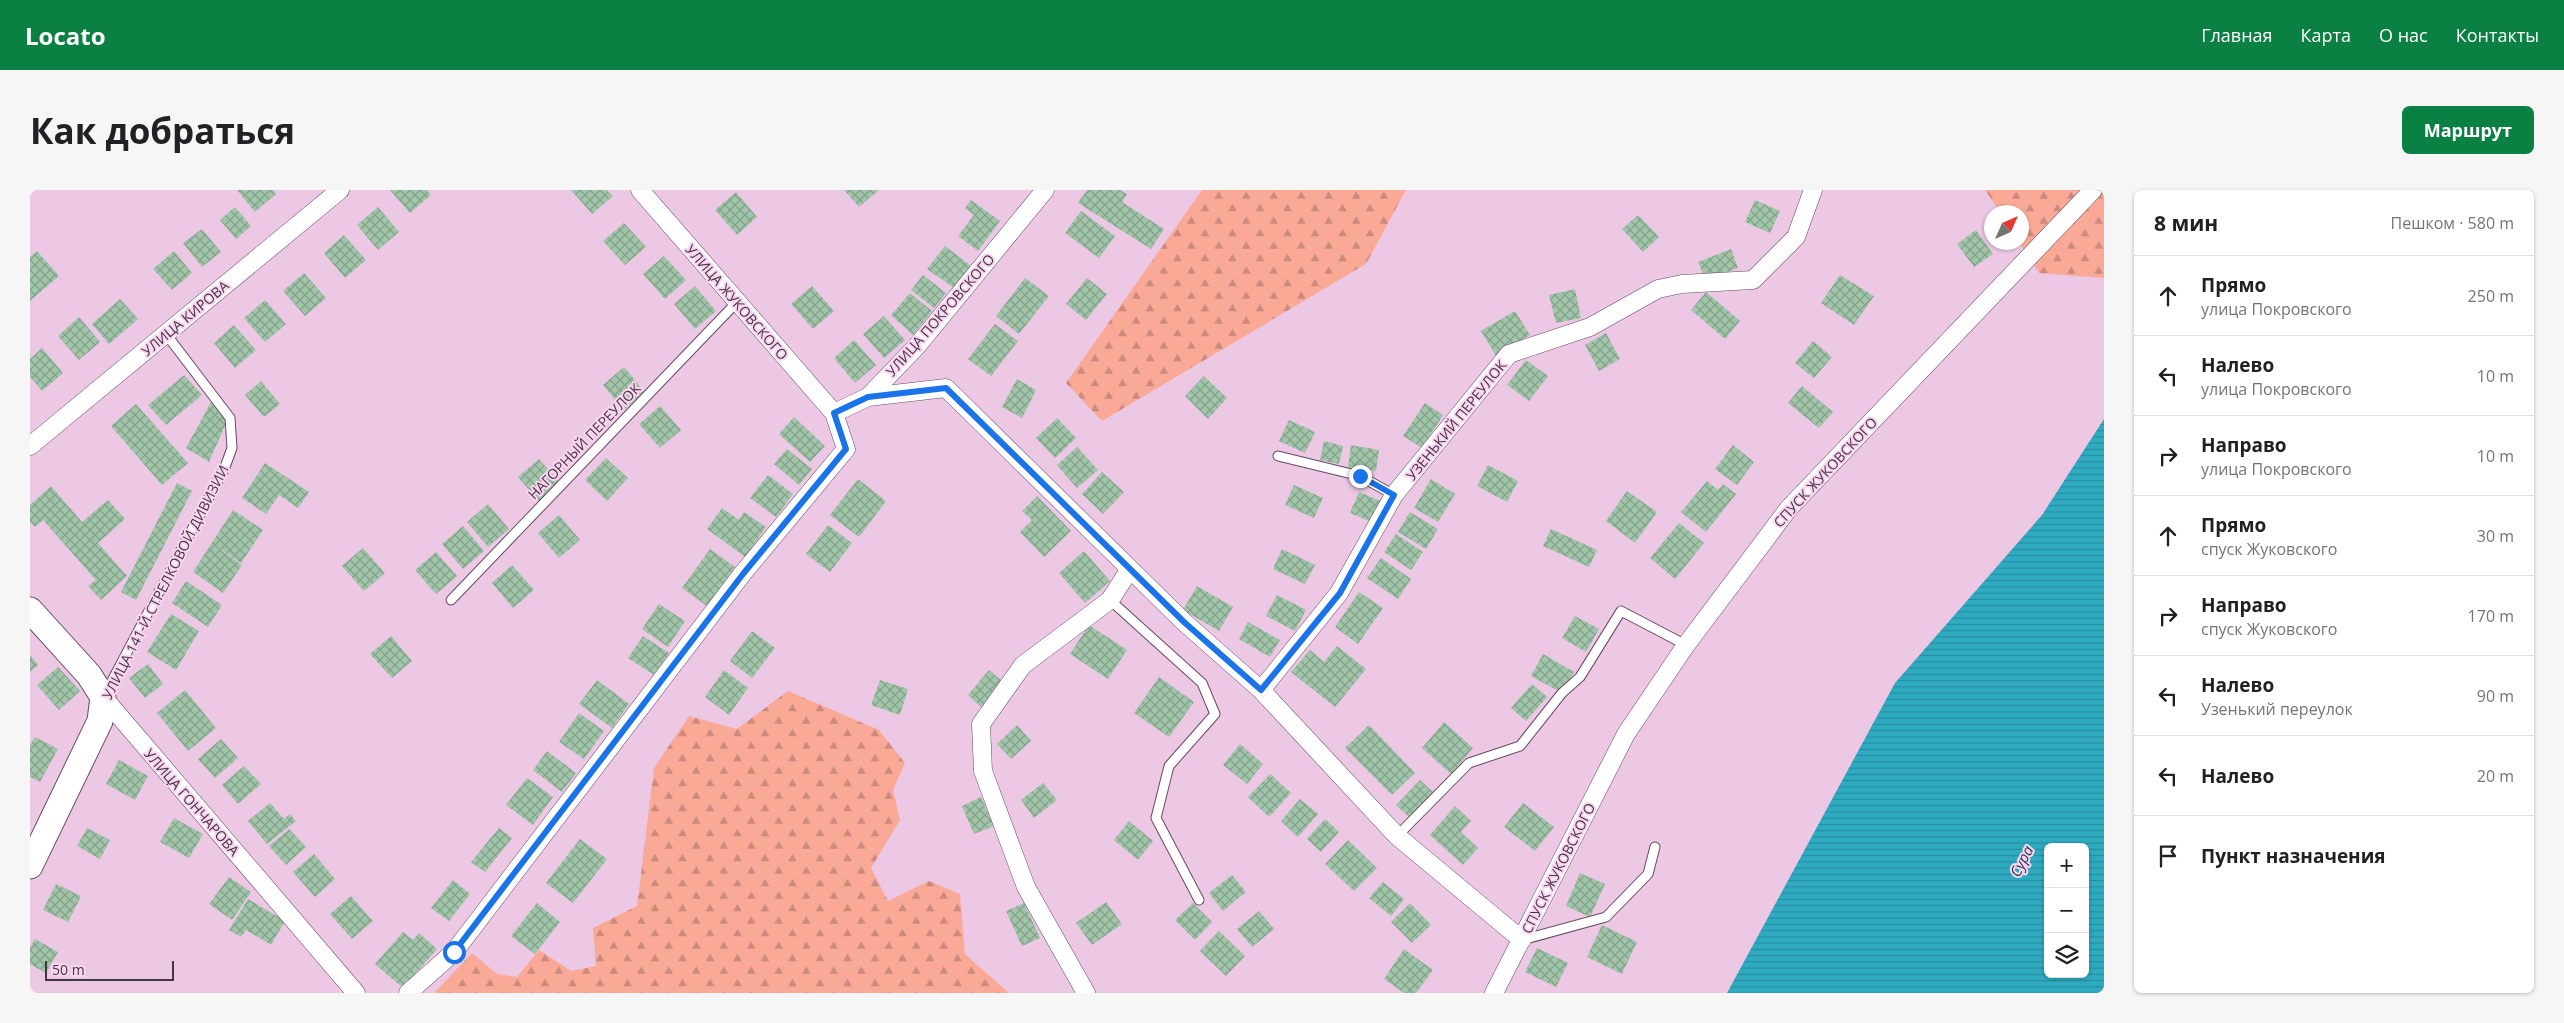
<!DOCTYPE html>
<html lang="ru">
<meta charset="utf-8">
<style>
:root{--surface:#fff;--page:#f6f6f6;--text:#202124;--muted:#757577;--line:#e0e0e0;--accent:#0b8043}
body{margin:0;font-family:"Open Sans",sans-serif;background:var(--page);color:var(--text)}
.controls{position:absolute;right:15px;bottom:15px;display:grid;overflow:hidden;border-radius:8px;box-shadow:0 1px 4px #0004}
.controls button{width:45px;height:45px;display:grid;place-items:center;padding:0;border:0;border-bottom:1px solid var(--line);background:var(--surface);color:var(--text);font:25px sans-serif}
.compass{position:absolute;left:1954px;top:15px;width:45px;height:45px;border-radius:50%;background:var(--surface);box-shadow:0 1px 4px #0004;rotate:45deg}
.scale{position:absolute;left:15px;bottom:12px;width:129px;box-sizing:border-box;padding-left:5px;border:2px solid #443541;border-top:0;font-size:14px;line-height:18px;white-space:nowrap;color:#443541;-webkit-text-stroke:4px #f9d5f2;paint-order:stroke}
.stop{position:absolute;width:15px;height:15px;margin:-11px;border:4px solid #1a73e8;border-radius:50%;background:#fff}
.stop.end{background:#1a73e8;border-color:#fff;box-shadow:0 1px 5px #0008}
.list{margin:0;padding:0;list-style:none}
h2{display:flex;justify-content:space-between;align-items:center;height:65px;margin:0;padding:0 20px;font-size:21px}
h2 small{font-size:16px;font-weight:400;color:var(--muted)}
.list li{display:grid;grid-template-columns:32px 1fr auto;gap:15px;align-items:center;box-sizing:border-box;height:80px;padding:0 20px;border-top:1px solid var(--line)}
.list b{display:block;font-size:19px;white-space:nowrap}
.list p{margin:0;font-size:16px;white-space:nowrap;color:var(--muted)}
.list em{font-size:16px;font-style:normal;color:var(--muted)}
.icon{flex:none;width:28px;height:28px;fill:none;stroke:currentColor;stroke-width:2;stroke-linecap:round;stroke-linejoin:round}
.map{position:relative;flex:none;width:2074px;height:803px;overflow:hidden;border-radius:8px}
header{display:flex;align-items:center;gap:30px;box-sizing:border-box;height:70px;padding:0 25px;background:var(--accent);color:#fff}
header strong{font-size:24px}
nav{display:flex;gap:28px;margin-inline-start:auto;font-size:18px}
.intro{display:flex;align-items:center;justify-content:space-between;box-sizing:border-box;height:120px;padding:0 30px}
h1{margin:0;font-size:35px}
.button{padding:12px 22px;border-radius:8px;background:var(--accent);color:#fff;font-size:18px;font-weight:700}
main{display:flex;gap:30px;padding:0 30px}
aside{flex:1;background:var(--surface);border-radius:8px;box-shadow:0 1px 4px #0004}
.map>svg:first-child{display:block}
.forest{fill:url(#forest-firs)}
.water{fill:url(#water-rules);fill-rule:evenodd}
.building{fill:url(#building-cross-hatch)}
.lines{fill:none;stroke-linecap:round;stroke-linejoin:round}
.lane-casing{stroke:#684962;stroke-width:11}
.street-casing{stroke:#684962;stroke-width:19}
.secondary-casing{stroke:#684962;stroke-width:27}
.lane{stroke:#fff;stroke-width:9}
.street{stroke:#fff;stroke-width:18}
.secondary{stroke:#fff;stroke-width:25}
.route{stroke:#1a73e8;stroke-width:6}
.labels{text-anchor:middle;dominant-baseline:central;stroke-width:4;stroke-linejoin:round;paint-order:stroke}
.street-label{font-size:14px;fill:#443541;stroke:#f9d5f2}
.water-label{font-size:15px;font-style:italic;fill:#1f393e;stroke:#f9d5f2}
</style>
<header>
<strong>Locato</strong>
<nav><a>Главная</a><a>Карта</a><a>О нас</a><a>Контакты</a></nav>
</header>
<div class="intro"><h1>Как добраться</h1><a class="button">Маршрут</a></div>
<main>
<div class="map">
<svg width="2074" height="803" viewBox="0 0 2074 803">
<defs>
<pattern id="forest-firs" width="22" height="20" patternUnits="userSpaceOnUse" patternTransform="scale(1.25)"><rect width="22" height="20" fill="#faa997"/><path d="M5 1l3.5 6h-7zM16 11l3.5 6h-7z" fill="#cc8a7d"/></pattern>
<pattern id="water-rules" width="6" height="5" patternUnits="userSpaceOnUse" patternTransform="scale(1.25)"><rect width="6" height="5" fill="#2eabc1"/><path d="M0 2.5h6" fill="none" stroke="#298c9e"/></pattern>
<pattern id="building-cross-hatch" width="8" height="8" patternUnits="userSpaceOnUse" patternTransform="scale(1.25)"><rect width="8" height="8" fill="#a0c5a9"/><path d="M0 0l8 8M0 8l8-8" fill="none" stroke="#84a18b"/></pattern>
</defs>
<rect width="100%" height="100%" fill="#ecc8e5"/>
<!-- forest -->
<path class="forest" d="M1172,0H1376L1336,74L1072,231L1036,193Z
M1955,0H2074V88L2009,83L1990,53L1991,52V22H1970Z
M758,501L849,540L875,573L863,600L870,630L841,678L858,711L899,691L930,704L935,764L979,803H404L442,763L467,784L487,787L509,760L541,781L566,776L563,738L607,716L624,578L659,526L707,539Z"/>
<!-- water -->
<path class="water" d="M2074,229V803H1697L1865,493L2012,325ZM2018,657H2055V784H2018Z"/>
<!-- building -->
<path class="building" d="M207,0H243L246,4L225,22Z
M360,0H397L401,5L380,23Z
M541,0H577L583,6L562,24Z
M814,0H849L829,17Z
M1057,0H1090L1097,4L1092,12L1134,39L1121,59L1048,13Z
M706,2L727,27L707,45L685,20Z
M941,10L970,31L948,61L928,46L944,25L935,18Z
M1725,10L1750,21L1740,43L1715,32Z
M205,17L221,36L206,49L190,30Z
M348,17L369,42L348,60L327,35Z
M1051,21L1085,46L1069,68L1035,43Z
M1608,25L1629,47L1613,62L1592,39Z
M594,33L616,57L595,75L573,51Z
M172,39L191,62L172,77L153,53Z
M1946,40L1963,64L1944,77L1927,54Z
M314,45L336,70L315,88L294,63Z
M915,56L941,76L924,98L897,79Z
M1701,59L1708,78L1676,90L1668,72Z
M7,61L29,86L0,111V67Z
M144,61L162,83L142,100L123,79Z
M634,66L656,90L635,109L613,84Z
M274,83L296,108L275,126L253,101Z
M893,85L916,103L904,118L881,100Z
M1810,85L1844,106L1824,135L1791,113Z
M995,88L1019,106L989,144L966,126Z
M1057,88L1077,104L1056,130L1036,114Z
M665,96L686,121L665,139L644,114Z
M782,96L804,121L783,139L761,114Z
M1545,99L1551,128L1526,133L1519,105Z
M1676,102L1710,131L1695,149L1661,120Z
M880,103L902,121L883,145L861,125Z
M90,109L108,129L79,154L62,134Z
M235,110L256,134L235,152L214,128Z
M1485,121L1500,145L1466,166L1451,141Z
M854,126L875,150L854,168L833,144Z
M49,127L70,152L49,170L28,146Z
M965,134L988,151L961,186L938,169Z
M204,135L226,160L205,178L184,153Z
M1576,143L1590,169L1569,181L1555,155Z
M824,150L846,175L825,193L804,168Z
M1783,151L1802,167L1784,188L1765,173Z
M12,158L33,183L12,201L0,187V169Z
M1496,170L1518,186L1499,211L1477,195Z
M594,177L615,202L594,220L573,195Z
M154,185L172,205L136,235L118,215Z
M1174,186L1197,208L1178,229L1155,206Z
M987,189L1006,200L992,228L972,217Z
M231,191L250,214L234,227L215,205Z
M1772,196L1803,222L1789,238L1758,213Z
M181,212L197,231L179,272L156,258Z
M1395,213L1413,225L1392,258L1373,246Z
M106,214L158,273L132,295L81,236Z
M630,216L651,240L630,258L609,234Z
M764,227L795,256L780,272L749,244Z
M1027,228L1046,248L1025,268L1006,248Z
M1259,230L1285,242L1275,263L1249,251Z
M1294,251L1313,256L1309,274L1290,270Z
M1321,255L1349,260L1346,281L1318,277Z
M1703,255L1724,272L1707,295L1685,279Z
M1047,257L1068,280L1047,298L1027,275Z
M757,259L782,279L769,295L744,274Z
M576,268L598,288L577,311L555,290Z
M509,269L530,293L509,311L488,287Z
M235,273L279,302L268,318L249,305L236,324L212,308Z
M1458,275L1488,291L1477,312L1447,296Z
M1072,282L1094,302L1073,324L1052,304Z
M738,285L763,304L746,327L720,308Z
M828,289L856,311L829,347L800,325Z
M1401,289L1425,304L1408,332L1384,318Z
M1677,291L1688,300L1693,294L1706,304L1676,342L1651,322Z
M147,293L162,301L106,410L91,402Z
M1264,295L1293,308L1284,328L1255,315Z
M21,296L52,332L78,310L95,329L68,353L97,386L71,410L58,396L66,390L13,330L5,337L0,332V315Z
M1597,301L1627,322L1605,353L1576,331Z
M1329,302L1353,312L1344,333L1320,323Z
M1007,306L1041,341L1014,367L990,342L1002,330L992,321Z
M458,314L479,339L458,357L437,332Z
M692,318L709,330L714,322L736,337L715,367L677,339Z
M203,320L233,340L211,373L184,355L212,375L193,403L163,382Z
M1380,322L1408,339L1396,359L1368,342Z
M529,325L550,350L529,368L508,343Z
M1649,333L1674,353L1645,389L1620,368Z
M798,335L822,353L800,382L776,364Z
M433,336L454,361L433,379L412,354Z
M1521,339L1567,360L1559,377L1513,356Z
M1366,344L1393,362L1381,380L1354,362Z
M333,358L355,383L334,401L312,376Z
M680,359L705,377L677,416L652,398Z
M1252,359L1285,375L1275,394L1243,379Z
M1054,361L1080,391L1055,413L1029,383Z
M406,362L427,386L406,404L385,380Z
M1351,368L1381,389L1368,409L1337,388Z
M482,375L504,400L483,418L462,393Z
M156,391L192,415L178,437L142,413Z
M1167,396L1203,417L1189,441L1153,420Z
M1329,402L1353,418L1328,454L1305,437Z
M1247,405L1276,420L1265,441L1236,426Z
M629,414L655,431L638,457L612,439Z
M141,424L169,441L146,480L117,462Z
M1545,426L1569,439L1556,462L1532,448Z
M1218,432L1250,450L1240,467L1209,449Z
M1059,435L1097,460L1078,489L1040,464Z
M722,441L745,458L722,488L700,471Z
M361,446L382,471L362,488L340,464Z
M613,446L639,463L624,485L598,468Z
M1307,456L1336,479L1305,517L1261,482L1280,460L1294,472Z
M1513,464L1544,482L1532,503L1501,486Z
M0,465L8,475L0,482Z
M118,474L133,494L115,508L99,488Z
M28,477L50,501L29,520L7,495Z
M694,480L718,498L699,525L675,507Z
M959,480L972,491L951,517L938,505Z
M1129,487L1164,512L1139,547L1104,523Z
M567,490L599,514L582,538L549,514Z
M850,490L878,499L870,525L841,515Z
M1502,494L1517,507L1496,531L1481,518Z
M155,500L186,538L158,561L127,523Z
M549,523L574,541L554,569L529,552Z
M1414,532L1443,558L1421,584L1392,558Z
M987,535L1001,551L981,569L967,554Z
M1339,535L1385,583L1362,605L1315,558Z
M5,547L28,559L10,592L0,587V555Z
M191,549L208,568L185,588L168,569Z
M1210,554L1233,574L1217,594L1193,575Z
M517,561L546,583L532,602L503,580Z
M89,570L118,586L105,610L76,594Z
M214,576L231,594L208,614L192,595Z
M1240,584L1261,603L1239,627L1218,607Z
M497,588L523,607L503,635L476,615Z
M1390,590L1403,602L1379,627L1366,615Z
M1013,593L1027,610L1004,628L991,610Z
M951,607L964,636L944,644L932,616Z
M1270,609L1288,624L1268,647L1251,631Z
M240,613L254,629L260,624L266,631L237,654L218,631Z
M1493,613L1524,637L1505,661L1474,637Z
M1425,616L1441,631L1431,642L1448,658L1433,675L1400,645Z
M144,628L173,644L159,668L130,652Z
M1295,629L1309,642L1291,662L1277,649Z
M1099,631L1123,651L1108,670L1084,650Z
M57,638L80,650L70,669L47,656Z
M469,638L482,648L455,682L441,672Z
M259,639L276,657L256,675L239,656Z
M550,649L577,669L543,713L516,693Z
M1318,650L1347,678L1324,701L1295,674Z
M284,664L305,689L285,707L263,682Z
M1550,683L1575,694L1560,727L1536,716Z
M1202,685L1216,702L1193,721L1179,703Z
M199,687L221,702L202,730L179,714Z
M423,690L440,704L419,731L401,718Z
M1353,692L1374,709L1361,726L1339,708Z
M26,694L51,706L38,732L13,720Z
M321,706L343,731L322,749L300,724Z
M218,709L255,731L241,755L216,740L211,747L199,740Z
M1076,712L1092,734L1062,755L1046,733Z
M507,713L530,732L505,764L481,746Z
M994,713L1010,748L992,756L976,721Z
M1163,713L1182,732L1165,750L1145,730Z
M1380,713L1401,735L1382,753L1361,732Z
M1229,721L1244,739L1222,757L1207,739Z
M1572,735L1607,752L1592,784L1557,767Z
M1189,741L1215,766L1196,786L1170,761Z
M373,742L383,750L389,743L407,759L373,798L345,774Z
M5,749L28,762L16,783L0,774V757Z
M1507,758L1538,773L1526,797L1495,782Z
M1374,759L1403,780L1386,803H1374L1354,789Z"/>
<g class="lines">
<defs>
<path id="lane" d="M1248,266L1330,286L1364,305
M421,410L707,112
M1080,410L1172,493L1185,524L1139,576L1126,628L1169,710
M75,504L195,277L202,258L200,228L136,144
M1367,646L1439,573L1490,556L1532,503L1550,487L1591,421L1656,455
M1492,750L1576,727L1618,684L1625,657"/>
<path id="street" d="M610,0L804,223
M838,207L916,198L1154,432L1231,500L1367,646L1492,750
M0,256L310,0
M1231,500L1309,403L1364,305L1479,164L1560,137L1628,99L1652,94L1723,90L1766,47L1783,0
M73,507L326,803
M378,803L424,762L713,383L816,259L804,223L838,207L887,156L1015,0
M1056,803L996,697L953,581L951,534L993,475L1080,410L1100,379
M1464,803L1596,544L1656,455L1759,318L2063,0"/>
<path id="secondary" d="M0,420L59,485L73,507L70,531L0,676"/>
</defs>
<!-- lane casing -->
<use href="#lane" class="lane-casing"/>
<!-- street casing -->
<use href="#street" class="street-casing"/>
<!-- secondary casing -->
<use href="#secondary" class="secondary-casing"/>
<!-- lane -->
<use href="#lane" class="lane"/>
<!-- street -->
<use href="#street" class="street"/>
<!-- secondary -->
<use href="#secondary" class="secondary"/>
</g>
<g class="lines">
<!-- route -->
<path class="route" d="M424,762L713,384L816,259L804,223L838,207L916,198L1154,432L1231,500L1310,403L1364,305L1330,286"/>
</g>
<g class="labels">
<!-- street labels -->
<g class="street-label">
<text transform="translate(707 112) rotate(49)">УЛИЦА ЖУКОВСКОГО</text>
<text transform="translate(910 125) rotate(-49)">УЛИЦА ПОКРОВСКОГО</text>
<text transform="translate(155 128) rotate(-40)">УЛИЦА КИРОВА</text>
<text transform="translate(1426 230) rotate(-51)">УЗЕНЬКИЙ ПЕРЕУЛОК</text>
<text transform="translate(554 251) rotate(-46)">НАГОРНЫЙ ПЕРЕУЛОК</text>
<text transform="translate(1795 282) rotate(-47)">СПУСК ЖУКОВСКОГО</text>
<text transform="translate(135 392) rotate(-63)">УЛИЦА 141-Й СТРЕЛКОВОЙ ДИВИЗИИ</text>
<text transform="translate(162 612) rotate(49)">УЛИЦА ГОНЧАРОВА</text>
<text transform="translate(1528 678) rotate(-63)">СПУСК ЖУКОВСКОГО</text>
</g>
<!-- water labels -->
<g class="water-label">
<text transform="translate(1991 671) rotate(-63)">Сура</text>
</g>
</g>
</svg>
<div class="controls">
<button>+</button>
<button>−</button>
<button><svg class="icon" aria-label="layers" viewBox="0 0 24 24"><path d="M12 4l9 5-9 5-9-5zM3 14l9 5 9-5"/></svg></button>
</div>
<svg class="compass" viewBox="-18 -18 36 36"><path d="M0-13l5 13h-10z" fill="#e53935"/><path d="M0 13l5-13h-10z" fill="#757577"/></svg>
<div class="scale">50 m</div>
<div class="stop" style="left:424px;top:762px"></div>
<div class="stop end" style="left:1330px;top:286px"></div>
</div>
<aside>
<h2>8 мин<small>Пешком · 580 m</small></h2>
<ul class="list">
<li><svg class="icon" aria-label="ahead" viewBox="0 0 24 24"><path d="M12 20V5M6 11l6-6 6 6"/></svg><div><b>Прямо</b><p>улица Покровского</p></div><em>250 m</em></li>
<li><svg class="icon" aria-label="left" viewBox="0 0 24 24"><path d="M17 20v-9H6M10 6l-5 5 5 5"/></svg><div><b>Налево</b><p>улица Покровского</p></div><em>10 m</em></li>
<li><svg class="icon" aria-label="right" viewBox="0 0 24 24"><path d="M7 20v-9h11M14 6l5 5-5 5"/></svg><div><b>Направо</b><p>улица Покровского</p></div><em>10 m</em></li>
<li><svg class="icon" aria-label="ahead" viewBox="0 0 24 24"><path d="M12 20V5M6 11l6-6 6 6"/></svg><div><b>Прямо</b><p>спуск Жуковского</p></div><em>30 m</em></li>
<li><svg class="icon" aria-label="right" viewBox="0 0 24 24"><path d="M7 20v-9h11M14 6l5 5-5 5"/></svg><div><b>Направо</b><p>спуск Жуковского</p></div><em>170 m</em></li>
<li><svg class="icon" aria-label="left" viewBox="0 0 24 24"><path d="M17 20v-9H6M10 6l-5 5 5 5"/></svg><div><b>Налево</b><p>Узенький переулок</p></div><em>90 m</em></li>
<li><svg class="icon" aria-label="left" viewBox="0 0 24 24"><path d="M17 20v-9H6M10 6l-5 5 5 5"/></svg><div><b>Налево</b></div><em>20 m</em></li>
<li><svg class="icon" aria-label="arrive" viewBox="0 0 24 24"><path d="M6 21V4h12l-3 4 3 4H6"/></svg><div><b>Пункт назначения</b></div></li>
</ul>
</aside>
</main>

**EXERCISE BRIEF**: Search the entries for the word "linecap", then list each line that holds it.

**EXERCISE RESPONSE**:
.icon{flex:none;width:28px;height:28px;fill:none;stroke:currentColor;stroke-width:2;stroke-linecap:round;stroke-linejoin:round}
.lines{fill:none;stroke-linecap:round;stroke-linejoin:round}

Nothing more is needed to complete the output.